Roots of intact wild-type, alr-104, and alr-128
seedlings were exposed to a nutrient solution containing 25 µm AlCl3 for either 0 or 3 h,
after which time roots were rinsed for 5 min in nutrient solution
without Al. Root tips, representing the terminal 1 to 2 cm of the
roots, were analyzed for Al content using ICP-MS. As shown in Table
II, analysis of 0-h samples revealed a
minimal amount of background Al. After 3 h of Al exposure, wild
type accumulated 48% more Al than alr-104 and 61% more
than alr-128.
Al bound to the root cell wall was desorbed with an ice-cold 0.5 mm citrate solution following the methods of Zhang and
Taylor (1990) to determine if the differences in root Al accumulation between wild type and the alr mutants was attributable to
symplastic or apoplastic Al.

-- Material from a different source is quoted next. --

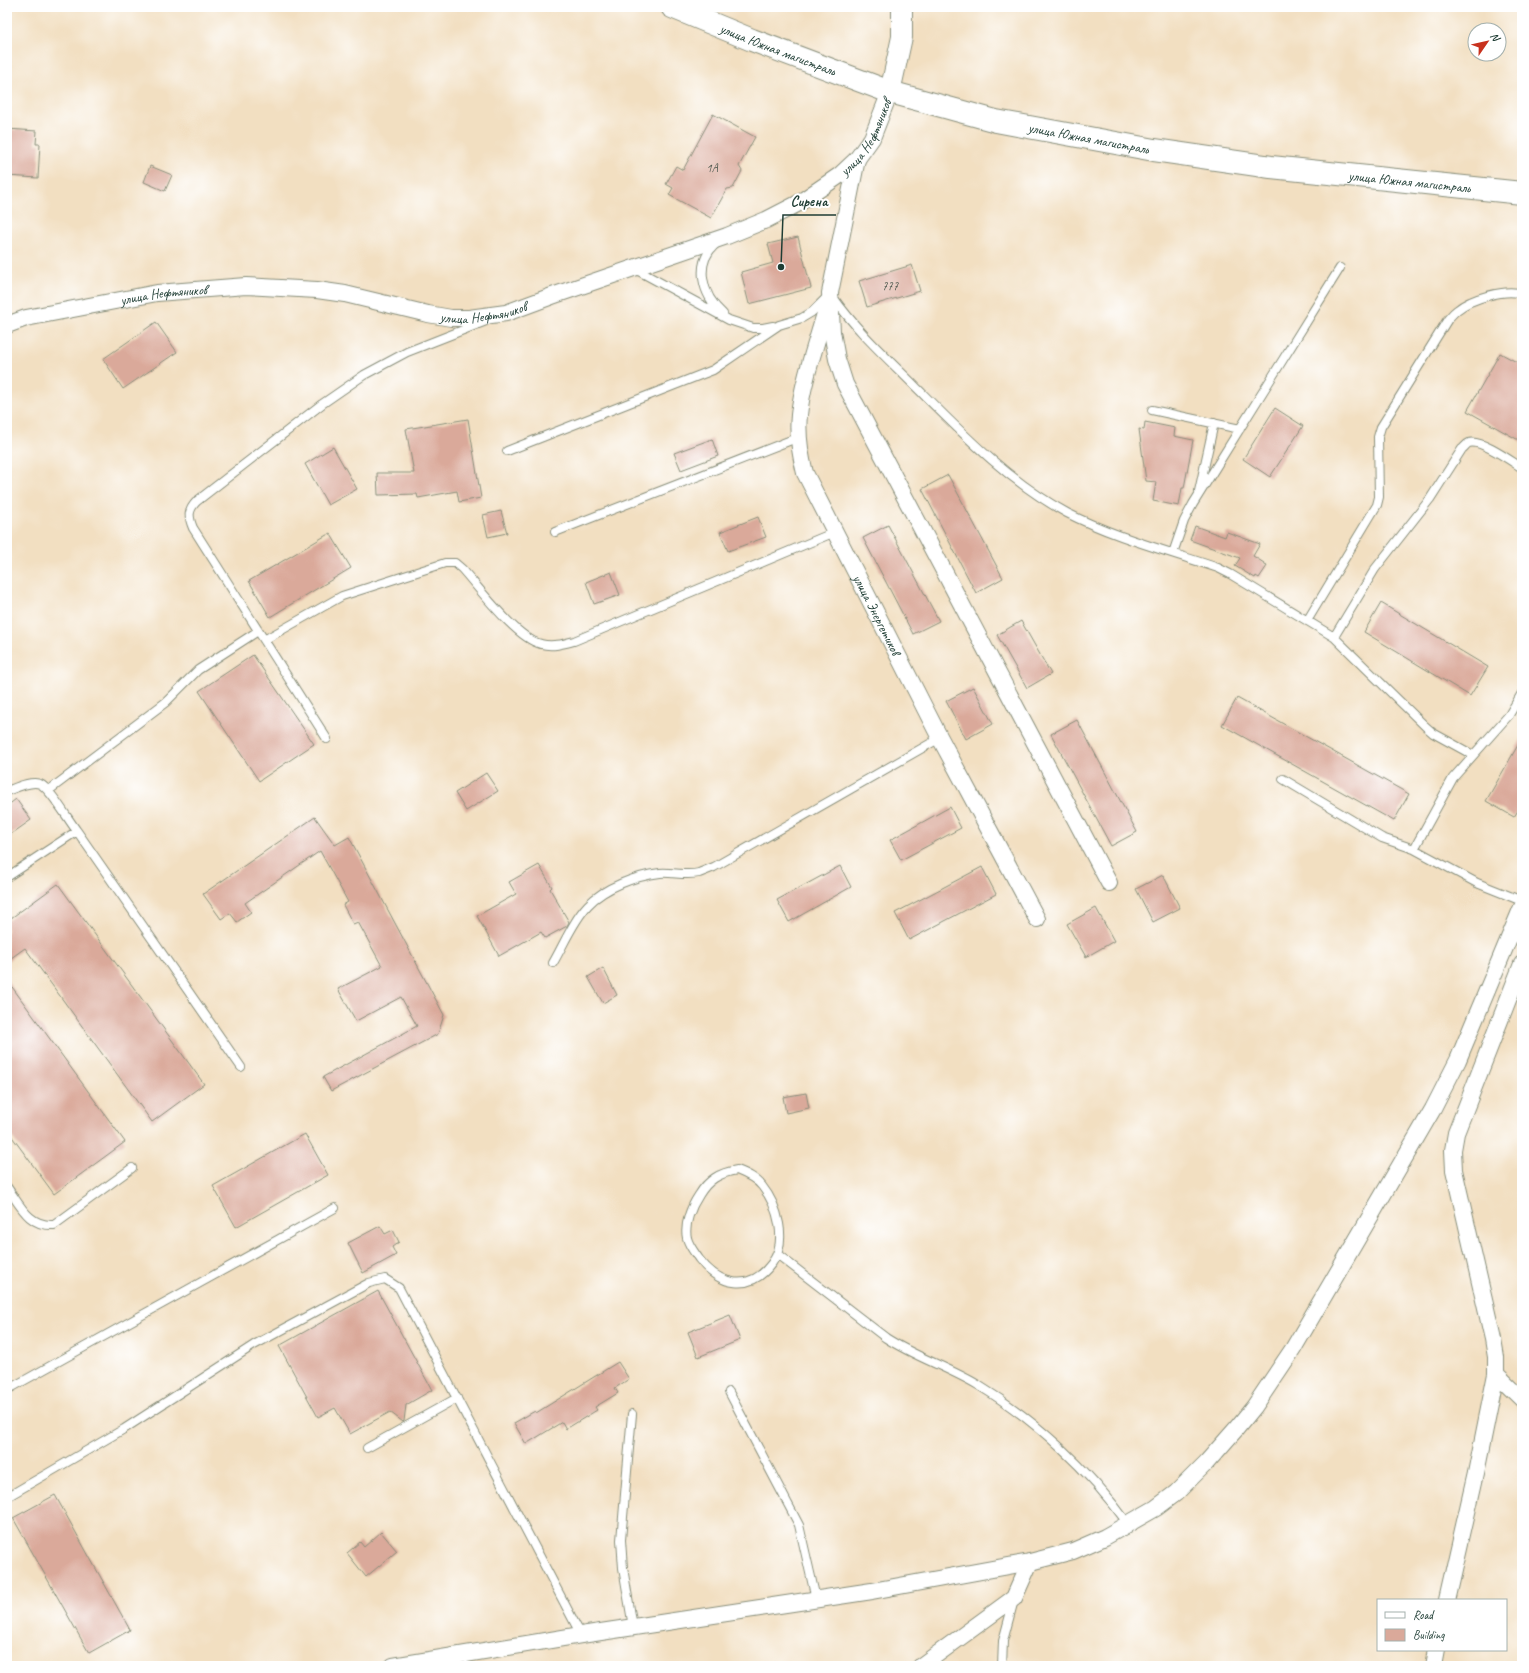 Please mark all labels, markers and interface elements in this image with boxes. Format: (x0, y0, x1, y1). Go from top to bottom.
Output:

It should be noted that it is likely that
this desorption regime does not remove all of the cell wall Al (see Rengel, 1996), but primarily removes Al in the free space and loosely
bound to the cell wall. Under these conditions, after desorption
the Al left in the root would be either tightly bound to the cell wall
or sequestered in the symplasm. Citrate desorption reduced the amount
of Al that accumulated in wild-type roots, but had no effect on Al
concentrations in roots of alr-104 and alr-128
(Table II), suggesting that Al accumulated in alr roots represents Al that cannot easily be desorbed from the root cell wall.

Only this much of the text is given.